Hanging for a second, waiting for something more from him that's clearly not coming, as evidenced by the solid ten seconds of silence that Evaly permits to elapse with her wearing an expectant expression the whole time... Finally; "I'm sorry. Let's start over." There's a show of patience when she folds her paper in half, puts it in her pocket, pitches her half-eaten apple off to the side so that it lands with a splashy-plop in the water, and leaves her free to offer her hand, by now very belatedly. "Hi, I'm Evaly. I don't work here. I understand that you're Vaughan, and that you do work here. Lovely to meet you."

Vaughan coughs up a short, sharp laugh, a single syllable like a raspy bark, but he hefts his hand up from its hang on his pocket and puts it in Evaly's with a possibly unexpected warmth. "Well met, Evaly." And again the tip of his head, a gesture of respect so ingrained it's practically like a tic, before he clasps her hand and releases it again. "What brings y't'the docks t'day?"
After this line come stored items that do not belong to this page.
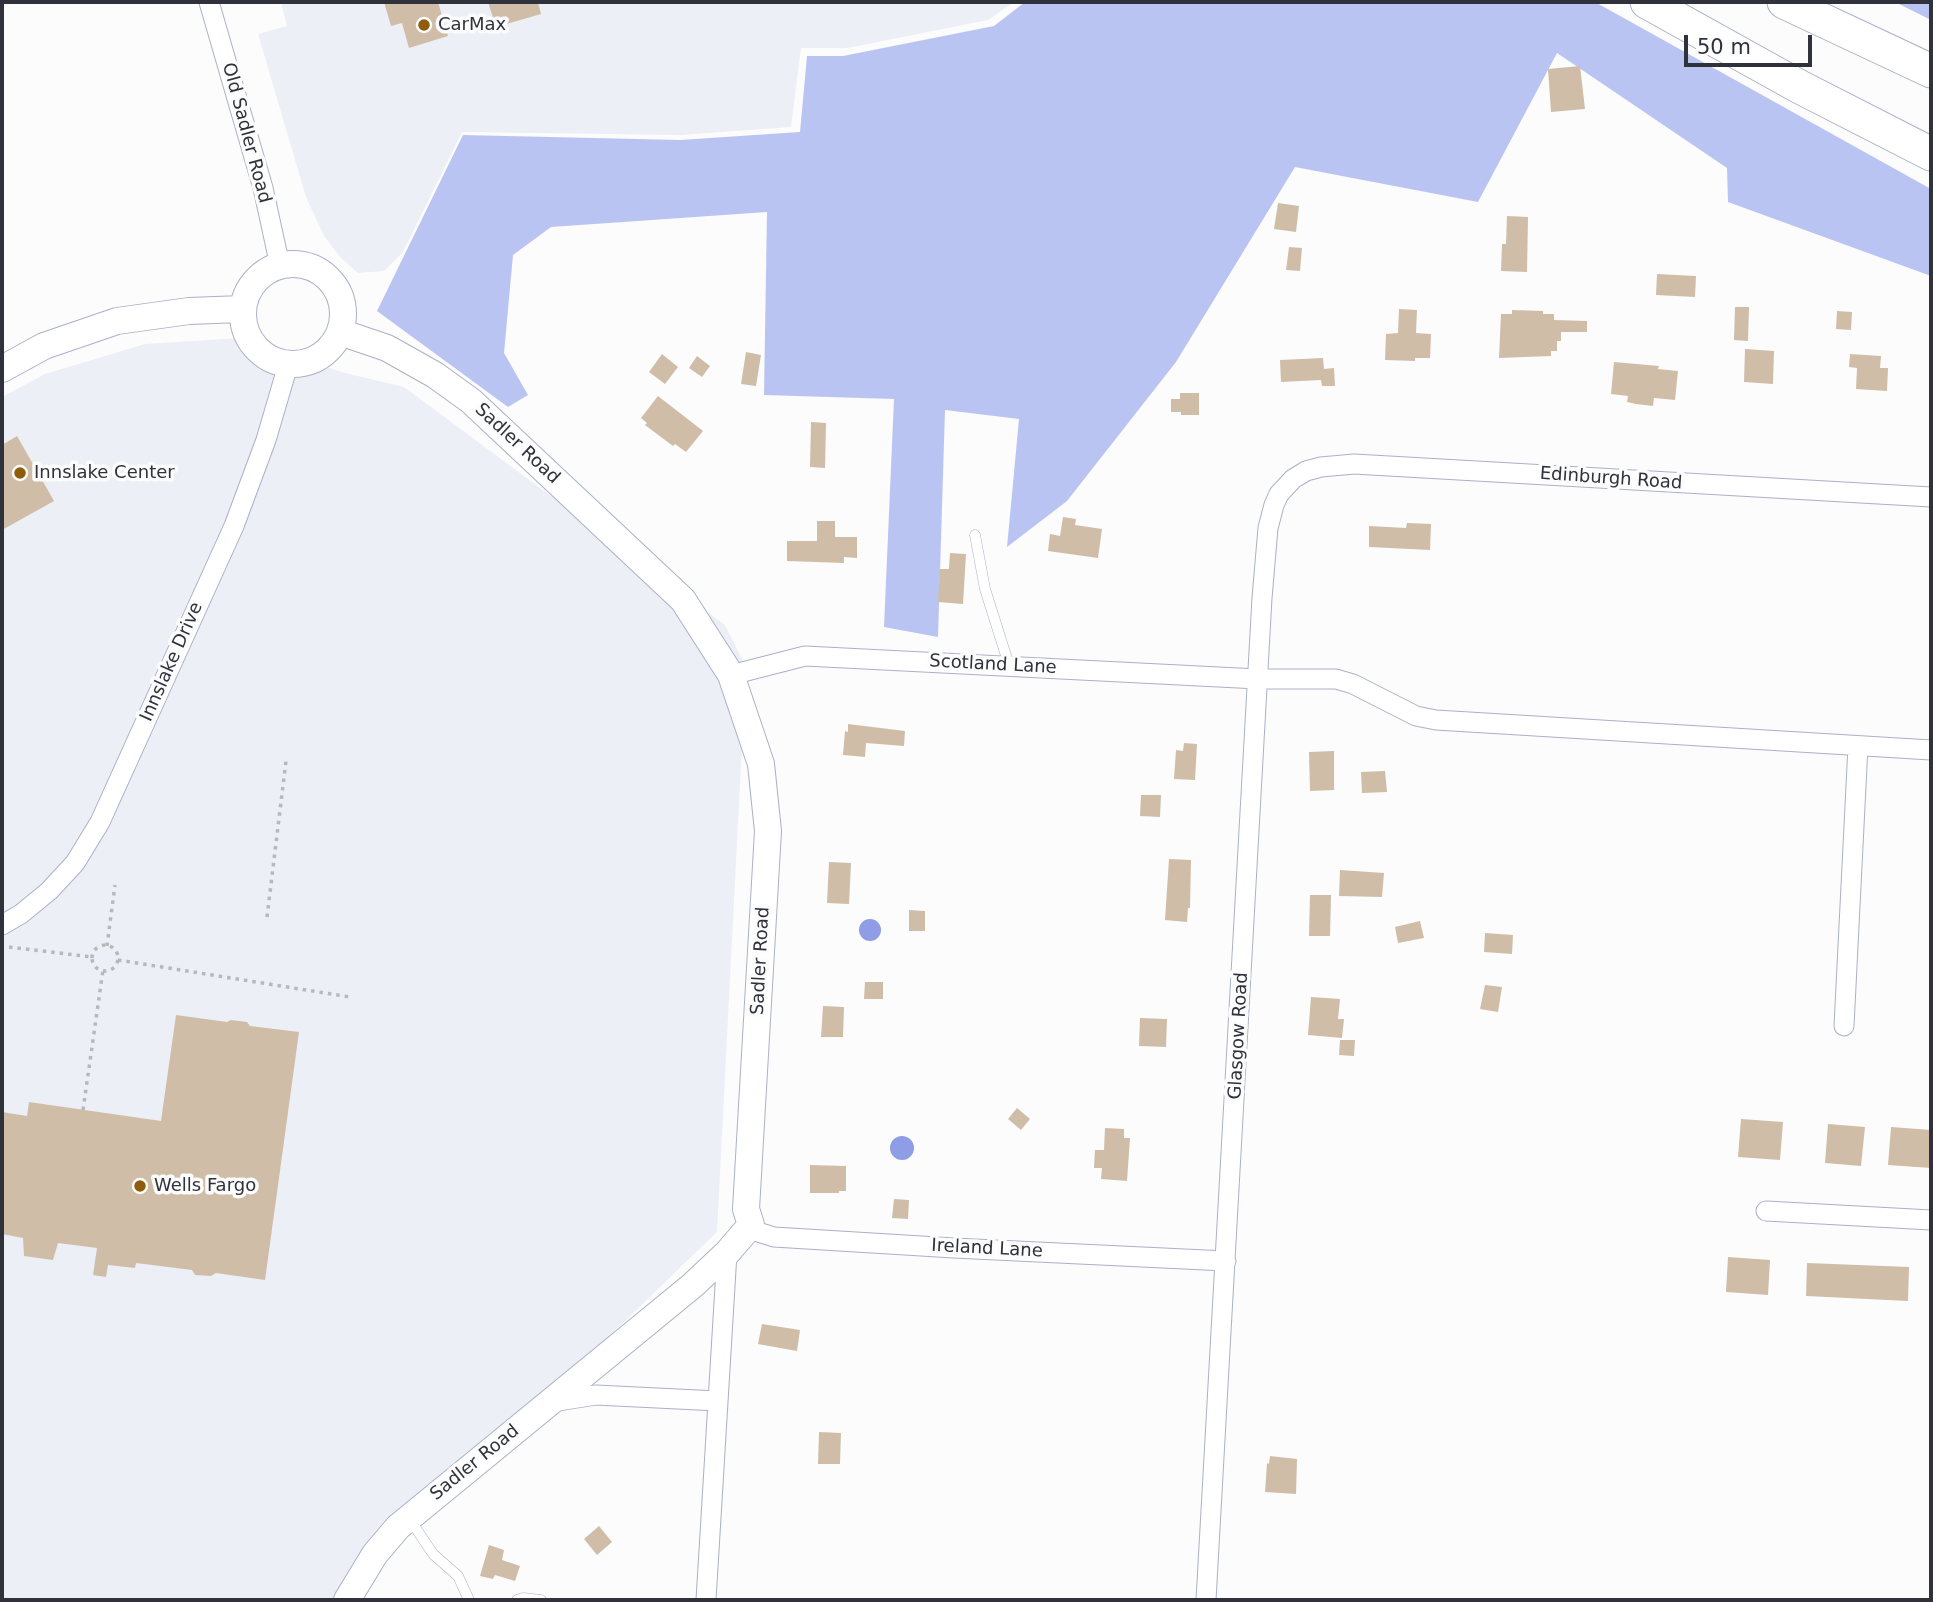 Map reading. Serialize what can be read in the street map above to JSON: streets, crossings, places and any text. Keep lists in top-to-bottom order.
{
  "streets": {
    "street": [
      "Old Sadler Road",
      "Sadler Road",
      "Edinburgh Road",
      "Innslake Drive",
      "Scotland Lane",
      "Glasgow Road",
      "Ireland Lane"
    ]
  },
  "crossings": [
    ["Old Sadler Road", "Sadler Road"],
    ["Old Sadler Road", "Innslake Drive"],
    ["Sadler Road", "Innslake Drive"],
    ["Sadler Road", "Scotland Lane"],
    ["Sadler Road", "Ireland Lane"],
    ["Edinburgh Road", "Glasgow Road"],
    ["Scotland Lane", "Glasgow Road"],
    ["Glasgow Road", "Ireland Lane"]
  ],
  "places": ["CarMax", "Innslake Center", "Wells Fargo"],
  "scale_bar": "50 m"
} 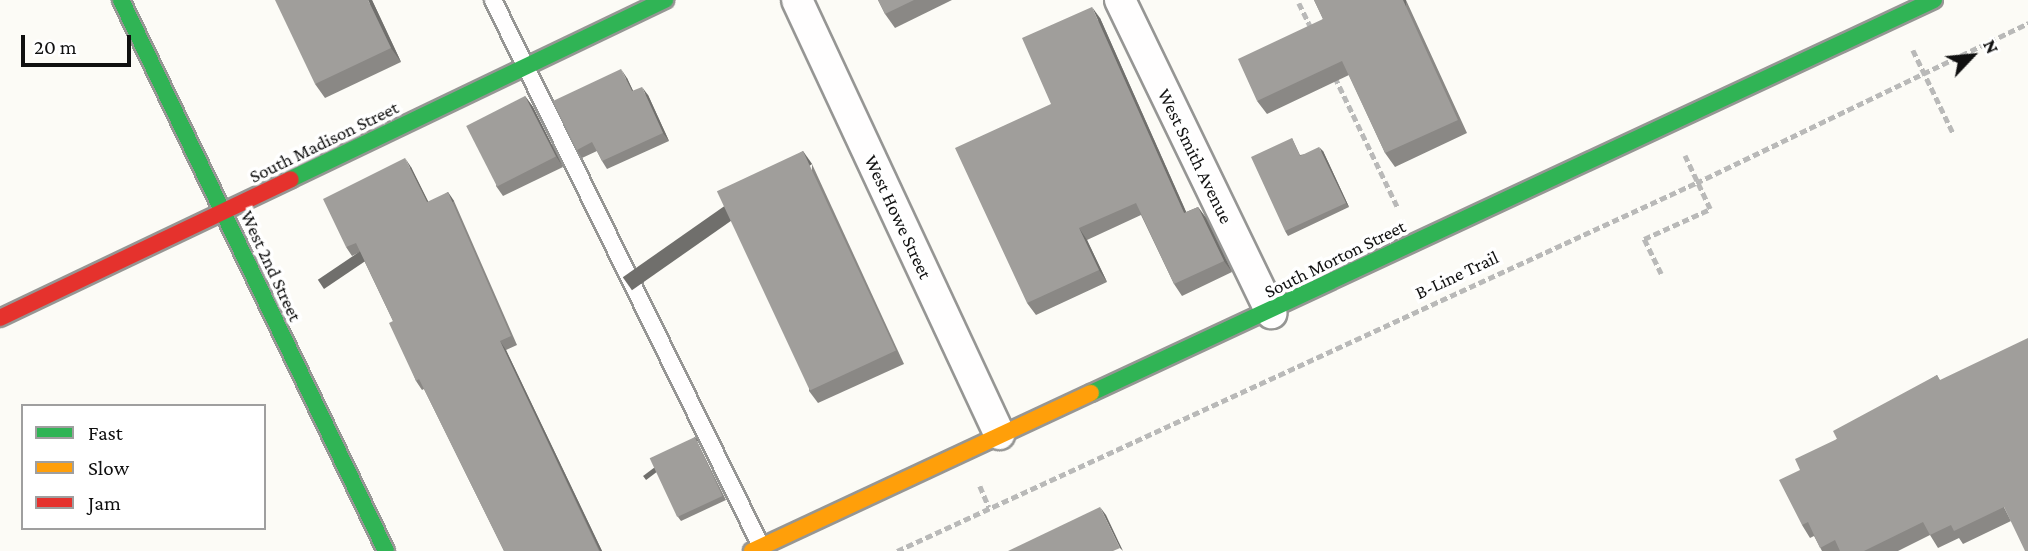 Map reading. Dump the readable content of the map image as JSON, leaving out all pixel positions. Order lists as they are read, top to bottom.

To be extra-super effusive, Evaly briefly covers the back of Vaughan's hand with her left hand, just that little bit more. She doesn't even wipe off her hands afterwards, though she does tuck them behind her back, now that they haven't got any other distractions. "I'm really fighting the urge to say, 'My feet, you saw that part,'" she confesses on the backside of a deep breath. "So. I have a friend-slash-possible business partner who stays down here, and I was going to poke my head in for a bit. And I do hope I'm not keeping you from getting something cold to drink, you look like you could use it."
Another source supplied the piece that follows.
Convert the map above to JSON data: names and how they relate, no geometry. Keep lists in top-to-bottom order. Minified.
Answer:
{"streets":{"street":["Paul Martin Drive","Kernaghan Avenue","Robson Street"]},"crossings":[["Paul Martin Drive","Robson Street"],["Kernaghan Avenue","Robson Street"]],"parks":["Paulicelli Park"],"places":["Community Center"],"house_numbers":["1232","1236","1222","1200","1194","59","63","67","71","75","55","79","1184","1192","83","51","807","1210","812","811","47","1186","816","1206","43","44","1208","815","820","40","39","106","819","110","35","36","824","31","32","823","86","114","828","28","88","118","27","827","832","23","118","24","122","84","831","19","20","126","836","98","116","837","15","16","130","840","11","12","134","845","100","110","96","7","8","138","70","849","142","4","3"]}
"Do you? Good t'hear. Like t'know business as usual's carrying on. Good for staying employed." Vaughan patters. He could be good at it, if he would lend his voice a little more range of pitch and intonation, or let his face do anything except sit there looking respectfully, squint-eyedly, blank. It does liven just a little, with a tightening in the corner of his mouth that might be ominous of a smile, when he says, "Was thinking about it. Don't mind a little delay. Mind I ask who you're meeting?"

Filling in the enthusiasm that he lacks (leading by example?), Evaly answers, "Actually, I'm not. Employed. But I am the most gainfully unemployed person you're likely to meet on any given afternoon, if that helps keep your spirits up?" With one finger, she taps the corner of her mouth, then points it toward what's not quite actually happening with Vaughan's there; commit to it! "Not at all. Perhaps you can even answer for me if she's about. Bailey?"

Up go the dockhand's brows at that: gainfully unemployed. And his mouth parts like he's going to speak, but then Evaly's finger comes up to the side of her mouth and, ever the gentleman (sort of), Vaughan holds his peace, taking her gesture as a thoughtful one. It's not until she's pointing at him-- which actually backs him up a step, like, what?-- that he realizes otherwise, and the twitching tightening is gone by then. "Haven't seen her. Usually means no, but-- " He pauses. Makes better of it. "Probably not on the Star anyway. But won't stop you checking?" And he sidesteps again, not that he needs to this time if Evaly's going to go on toward the ships at dock, and puts out his hand so as to let her go if she likes.

Apologizing with her hedging tone even while she says it, Evaly comments, "It won't stop me checking, true. If only because you don't look especially observant." This time, finally, there's no 'one more thing' turn back, just her picking up the delayed path-- without the apple and the hide to distract her, which means no one else has to suffer her pestering, at least. Kind of makes Vaughan seem charitable, if you look at it like that, community service.

Vaughan smiles at Evaly's back. Something she said, no doubt, but the reaction comes far too late for her to exult in her hard-won triumph. He turns, and heads, as promised, for a bar.